It’s time we better understood private blockchains. Photo: Shutterstock
Euroclear, along with consulting firm Oliver Wyman, has published a great report on the potential for the blockchain in the context of capital markets.
If you’re not familiar with the company, Euroclear provides post-trade settlement services for financial institutions in over 90 countries, which makes it the largest international central securities depository (CSD) in the world.
Overall, the report presents distributed technology in a very positive light, suggesting that the adoption of blockchain settlement could save time and money by eliminating redundant systems and providing a single version of the truth for all market participants.
But it might be a smidge early for private blockchain aficionados to break out the party hats. Because that last statement comes with an asterisk.
As it happens, those potential benefits aren’t unique to blockchain technology. As the report noted, there are “other ways to achieve these benefits.” That includes utilizing “existing technologies” or, better yet, “no actual technology at all.”
Explains the report:
Adoption of blockchain technology will be reliant upon aligning industry standards for the process, data terms, contractual documentation and so on. Regardless of technological innovation, this standardisation can improve settlement times and cut costs even using existing market practices and infrastructure.
A central authority could maintain a single universal source of the truth database recording asset transactions which all participants use as their golden source: essentially an expansion of the role taken by a Central Securities Depository (CSD) in a traditional infrastructure. Likewise, features could be built into the existing market infrastructure, allowing the auto-execution of coded logic embedded into smart contracts. Indeed, smart contracts already exist in basic form. Finally, real-time settlement of asset transactions occurs today in some circumstances. It is a market choice that a settlement cycle no shorter than two days is standard for cash equities in European markets. The industry operates at the speed of the slowest trades.
So why are private blockchains or shared ledgers perceived as a clear panacea for the financial industry?
Today, each bank maintains its own ledger. This means that at some point, they will have to reconcile their version of the truth versus that of their counterparties, which adds significant costs and delays to the system.
In a way, that’s why the idea of a private blockchain intuitively clicks for bankers—by appearing to potentially address that pain point. Having a distributed ledger means that there exists a single version of the truth and every network participant already has a copy. This would conceivably reduce costs and delays and reconciliation and settlement.
But a private blockchain also introduces further complexity to the system in other ways.
For banks, the idea of a shared ledger is problematic because they need to keep their transaction data confidential. That would need to be addressed somehow.
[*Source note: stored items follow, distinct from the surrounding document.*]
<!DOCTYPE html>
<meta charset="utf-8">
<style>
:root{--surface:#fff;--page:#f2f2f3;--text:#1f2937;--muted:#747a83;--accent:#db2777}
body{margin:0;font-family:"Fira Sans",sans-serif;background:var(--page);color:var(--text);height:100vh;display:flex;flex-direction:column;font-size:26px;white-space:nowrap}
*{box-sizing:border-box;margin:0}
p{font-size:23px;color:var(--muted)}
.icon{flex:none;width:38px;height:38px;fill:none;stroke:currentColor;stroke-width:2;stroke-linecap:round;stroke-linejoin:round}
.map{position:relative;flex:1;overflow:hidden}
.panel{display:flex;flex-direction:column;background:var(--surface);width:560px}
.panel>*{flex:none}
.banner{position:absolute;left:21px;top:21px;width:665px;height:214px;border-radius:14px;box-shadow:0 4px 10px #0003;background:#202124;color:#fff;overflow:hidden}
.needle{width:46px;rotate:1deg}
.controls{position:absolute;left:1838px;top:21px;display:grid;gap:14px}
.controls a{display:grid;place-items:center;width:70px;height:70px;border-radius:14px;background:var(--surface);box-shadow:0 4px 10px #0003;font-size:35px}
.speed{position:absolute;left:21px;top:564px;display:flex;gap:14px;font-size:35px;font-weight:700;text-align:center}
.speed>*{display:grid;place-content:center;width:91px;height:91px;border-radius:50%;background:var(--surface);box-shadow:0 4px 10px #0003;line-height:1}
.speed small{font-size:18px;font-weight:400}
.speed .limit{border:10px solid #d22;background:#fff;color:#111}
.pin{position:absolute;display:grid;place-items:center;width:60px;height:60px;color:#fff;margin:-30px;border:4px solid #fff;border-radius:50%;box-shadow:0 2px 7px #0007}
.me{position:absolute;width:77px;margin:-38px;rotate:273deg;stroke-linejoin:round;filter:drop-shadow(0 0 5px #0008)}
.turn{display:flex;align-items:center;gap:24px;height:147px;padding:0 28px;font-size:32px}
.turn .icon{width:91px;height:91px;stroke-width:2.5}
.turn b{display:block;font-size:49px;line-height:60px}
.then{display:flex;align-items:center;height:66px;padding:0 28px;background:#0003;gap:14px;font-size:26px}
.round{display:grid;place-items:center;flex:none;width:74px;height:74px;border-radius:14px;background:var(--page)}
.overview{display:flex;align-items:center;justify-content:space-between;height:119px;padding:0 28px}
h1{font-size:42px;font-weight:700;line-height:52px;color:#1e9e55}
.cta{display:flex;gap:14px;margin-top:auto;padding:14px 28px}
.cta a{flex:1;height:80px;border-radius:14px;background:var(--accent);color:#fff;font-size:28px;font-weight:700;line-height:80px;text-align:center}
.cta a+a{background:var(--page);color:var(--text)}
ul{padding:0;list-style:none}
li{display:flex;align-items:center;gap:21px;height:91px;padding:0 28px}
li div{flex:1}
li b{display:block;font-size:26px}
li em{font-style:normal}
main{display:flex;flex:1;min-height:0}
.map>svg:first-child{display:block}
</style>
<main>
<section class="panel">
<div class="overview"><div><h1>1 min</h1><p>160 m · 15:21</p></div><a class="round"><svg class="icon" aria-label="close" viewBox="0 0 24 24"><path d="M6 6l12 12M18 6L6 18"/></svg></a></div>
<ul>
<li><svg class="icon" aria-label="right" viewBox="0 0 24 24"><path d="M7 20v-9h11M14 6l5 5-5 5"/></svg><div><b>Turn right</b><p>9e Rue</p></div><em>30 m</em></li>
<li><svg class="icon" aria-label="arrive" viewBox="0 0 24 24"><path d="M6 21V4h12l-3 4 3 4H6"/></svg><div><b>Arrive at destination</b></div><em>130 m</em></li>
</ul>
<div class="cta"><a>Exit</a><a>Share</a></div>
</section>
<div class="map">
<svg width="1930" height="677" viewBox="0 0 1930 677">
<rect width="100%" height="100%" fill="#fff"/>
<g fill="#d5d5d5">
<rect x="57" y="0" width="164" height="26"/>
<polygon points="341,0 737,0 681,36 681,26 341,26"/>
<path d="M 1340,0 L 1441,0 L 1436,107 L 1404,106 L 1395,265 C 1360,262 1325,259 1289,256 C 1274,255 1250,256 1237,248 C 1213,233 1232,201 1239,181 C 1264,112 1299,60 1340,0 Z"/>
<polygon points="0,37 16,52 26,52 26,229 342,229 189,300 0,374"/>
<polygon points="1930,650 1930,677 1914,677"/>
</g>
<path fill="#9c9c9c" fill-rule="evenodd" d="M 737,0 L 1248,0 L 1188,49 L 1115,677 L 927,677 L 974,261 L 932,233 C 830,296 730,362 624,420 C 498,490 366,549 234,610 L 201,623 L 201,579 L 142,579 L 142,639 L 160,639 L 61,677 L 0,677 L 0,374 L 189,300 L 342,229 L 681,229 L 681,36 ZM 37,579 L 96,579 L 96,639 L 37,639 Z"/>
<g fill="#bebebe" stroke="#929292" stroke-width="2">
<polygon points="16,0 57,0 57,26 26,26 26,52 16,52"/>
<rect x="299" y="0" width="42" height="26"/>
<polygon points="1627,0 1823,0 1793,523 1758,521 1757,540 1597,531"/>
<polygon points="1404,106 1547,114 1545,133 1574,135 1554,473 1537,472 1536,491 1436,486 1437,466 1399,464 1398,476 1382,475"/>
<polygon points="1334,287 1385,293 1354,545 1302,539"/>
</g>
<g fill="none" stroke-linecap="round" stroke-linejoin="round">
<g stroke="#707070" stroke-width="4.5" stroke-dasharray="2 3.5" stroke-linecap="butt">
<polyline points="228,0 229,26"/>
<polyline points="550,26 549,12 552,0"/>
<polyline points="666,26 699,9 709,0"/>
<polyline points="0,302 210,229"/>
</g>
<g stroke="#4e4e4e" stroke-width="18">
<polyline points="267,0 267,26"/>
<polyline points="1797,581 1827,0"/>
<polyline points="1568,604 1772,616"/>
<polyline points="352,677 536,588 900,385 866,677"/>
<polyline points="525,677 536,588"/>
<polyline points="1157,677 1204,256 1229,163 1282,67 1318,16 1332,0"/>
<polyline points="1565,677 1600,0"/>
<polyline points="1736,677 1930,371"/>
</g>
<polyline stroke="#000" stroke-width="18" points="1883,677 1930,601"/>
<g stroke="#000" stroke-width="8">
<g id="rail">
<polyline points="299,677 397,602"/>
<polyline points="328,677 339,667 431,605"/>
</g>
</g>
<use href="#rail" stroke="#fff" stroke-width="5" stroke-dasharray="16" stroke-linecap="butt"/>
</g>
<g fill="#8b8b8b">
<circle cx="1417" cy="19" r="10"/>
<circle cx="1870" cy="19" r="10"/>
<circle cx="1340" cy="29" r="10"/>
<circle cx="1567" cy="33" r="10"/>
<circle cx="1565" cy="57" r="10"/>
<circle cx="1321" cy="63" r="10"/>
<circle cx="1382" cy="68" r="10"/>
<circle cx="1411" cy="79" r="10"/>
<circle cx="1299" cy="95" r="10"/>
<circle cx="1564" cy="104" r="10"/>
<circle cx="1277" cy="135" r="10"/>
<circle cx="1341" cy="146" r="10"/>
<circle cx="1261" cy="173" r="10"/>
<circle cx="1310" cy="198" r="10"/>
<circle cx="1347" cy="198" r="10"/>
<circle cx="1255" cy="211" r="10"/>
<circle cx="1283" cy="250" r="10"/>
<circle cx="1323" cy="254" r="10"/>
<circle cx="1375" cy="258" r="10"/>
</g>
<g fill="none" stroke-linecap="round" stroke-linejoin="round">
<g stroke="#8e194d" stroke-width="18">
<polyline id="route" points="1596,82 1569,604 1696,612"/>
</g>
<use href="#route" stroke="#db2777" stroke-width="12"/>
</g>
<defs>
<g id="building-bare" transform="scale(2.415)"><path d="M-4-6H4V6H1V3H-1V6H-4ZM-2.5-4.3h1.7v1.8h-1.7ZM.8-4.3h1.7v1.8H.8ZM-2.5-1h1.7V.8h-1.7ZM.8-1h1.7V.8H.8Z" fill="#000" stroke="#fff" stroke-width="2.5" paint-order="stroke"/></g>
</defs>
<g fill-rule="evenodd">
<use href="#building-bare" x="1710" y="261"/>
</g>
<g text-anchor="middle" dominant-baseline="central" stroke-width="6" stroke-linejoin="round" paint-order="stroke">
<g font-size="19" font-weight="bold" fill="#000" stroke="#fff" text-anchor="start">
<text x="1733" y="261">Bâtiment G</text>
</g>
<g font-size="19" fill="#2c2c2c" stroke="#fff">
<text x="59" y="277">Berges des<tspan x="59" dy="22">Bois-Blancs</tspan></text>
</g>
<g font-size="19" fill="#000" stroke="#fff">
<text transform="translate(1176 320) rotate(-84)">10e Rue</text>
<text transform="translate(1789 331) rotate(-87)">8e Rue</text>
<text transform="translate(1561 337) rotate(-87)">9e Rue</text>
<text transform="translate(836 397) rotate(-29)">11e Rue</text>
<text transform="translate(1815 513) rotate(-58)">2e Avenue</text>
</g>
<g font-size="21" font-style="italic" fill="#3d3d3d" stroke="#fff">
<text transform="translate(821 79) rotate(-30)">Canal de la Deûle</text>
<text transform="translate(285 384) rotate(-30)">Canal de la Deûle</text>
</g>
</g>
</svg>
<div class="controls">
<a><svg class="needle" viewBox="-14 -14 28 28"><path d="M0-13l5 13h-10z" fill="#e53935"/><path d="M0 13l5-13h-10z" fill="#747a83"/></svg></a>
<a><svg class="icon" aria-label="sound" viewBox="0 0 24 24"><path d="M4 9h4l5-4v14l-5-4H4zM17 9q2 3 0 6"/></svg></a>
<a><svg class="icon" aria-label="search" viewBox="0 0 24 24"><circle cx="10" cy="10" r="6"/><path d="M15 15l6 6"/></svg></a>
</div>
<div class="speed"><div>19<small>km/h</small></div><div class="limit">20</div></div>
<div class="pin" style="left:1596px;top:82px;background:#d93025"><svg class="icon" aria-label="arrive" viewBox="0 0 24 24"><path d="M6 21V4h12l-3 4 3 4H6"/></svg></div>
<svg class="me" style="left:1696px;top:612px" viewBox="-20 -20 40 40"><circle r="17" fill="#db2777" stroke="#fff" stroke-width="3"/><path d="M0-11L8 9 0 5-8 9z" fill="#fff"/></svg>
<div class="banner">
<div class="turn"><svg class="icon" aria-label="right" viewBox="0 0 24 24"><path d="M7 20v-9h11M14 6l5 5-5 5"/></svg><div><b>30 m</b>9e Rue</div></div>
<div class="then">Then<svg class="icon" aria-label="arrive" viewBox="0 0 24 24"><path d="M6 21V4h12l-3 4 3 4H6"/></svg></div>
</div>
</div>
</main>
As Euroclear suggests, it’s unlikely the solution will be very straightforward—not to mention additional considerations around the issues of security and authenticity:
Anonymity is a critical requirement for many processes in capital markets. Cryptography could go a long way in protecting anonymity in a blockchain. However, it will require meticulous key management records, maintained separately from the blockchain for each participant, to decrypt and reference back the entries they hold an interest in. Furthermore, the ability to reveal selective information to counterparties for credit assurance, for instance, makes it extremely difficult to prevent errors that result in major data breaches. And overarching all these considerations is the question of how to link cryptographic identities to real world identities.
In other words, half the challenge is sharing everyone’s transaction data. The other half of the challenge is hiding it again. Also notable is the fact that the system touted to eliminate the need for redundant systems is itself a set of redundant ledgers.
Efficient? Unlikely. Elegant? Hardly.
Of course, the unique feature for distributed ledgers is that they theoretically don’t require a central operator, which we’ve discussed in depth in the past.
It might seem like a minor quibble, but matters a great deal in the context of the banking industry. After all, the relationship between competing yet cooperating banks might best be described as “frenemy.” Giving any party power over the rest is less than ideal. The belief then for blockchain is that, lacking a central operator, this is a non-issue.
In practice, the situation will likely be a bit more muddled. Ultimately, someone or some party is going to have to manage the private blockchain—such as when new participants need to be added to the group or if upgrades are required as the platform scales. So in a sense, a form of central operator will continue to exist—although admittedly one that has less unilateral control and power over the network.
And so when push comes to shove, it may turn out that a private blockchain solution starts to resemble the existing infrastructure they’re supposed to replace.
All of which begs the question—would it make more sense to have a centralized system? There wouldn’t be much difference when it comes to functionality and governance. In this scenario, market participants can access the single ledger of truth through an API. Since there’s no need for redundancies, the major difference would be performance.
Still, banks might decide that when it comes to private blockchains, the pros outweigh the cons.
On the other hand, as we’ve noted in the past, we believe this will be the year that people realize that they don’t actually need the blockchain for their use case—like the state of Vermont did last month.
The Depository Trust & Clearing Corporation (DTCC) expressed their blockchain skepticism in a white paper earlier this year.
But what’s most important is that we’re finally having this conversation.
In truth, that’s where the blockchain’s magic lies—the ability to inspire. As the Euroclear report notes, it’s all this “activity around blockchain technology” that is “creating energy for further improvements to the system.”
In the end, that’s what really matters.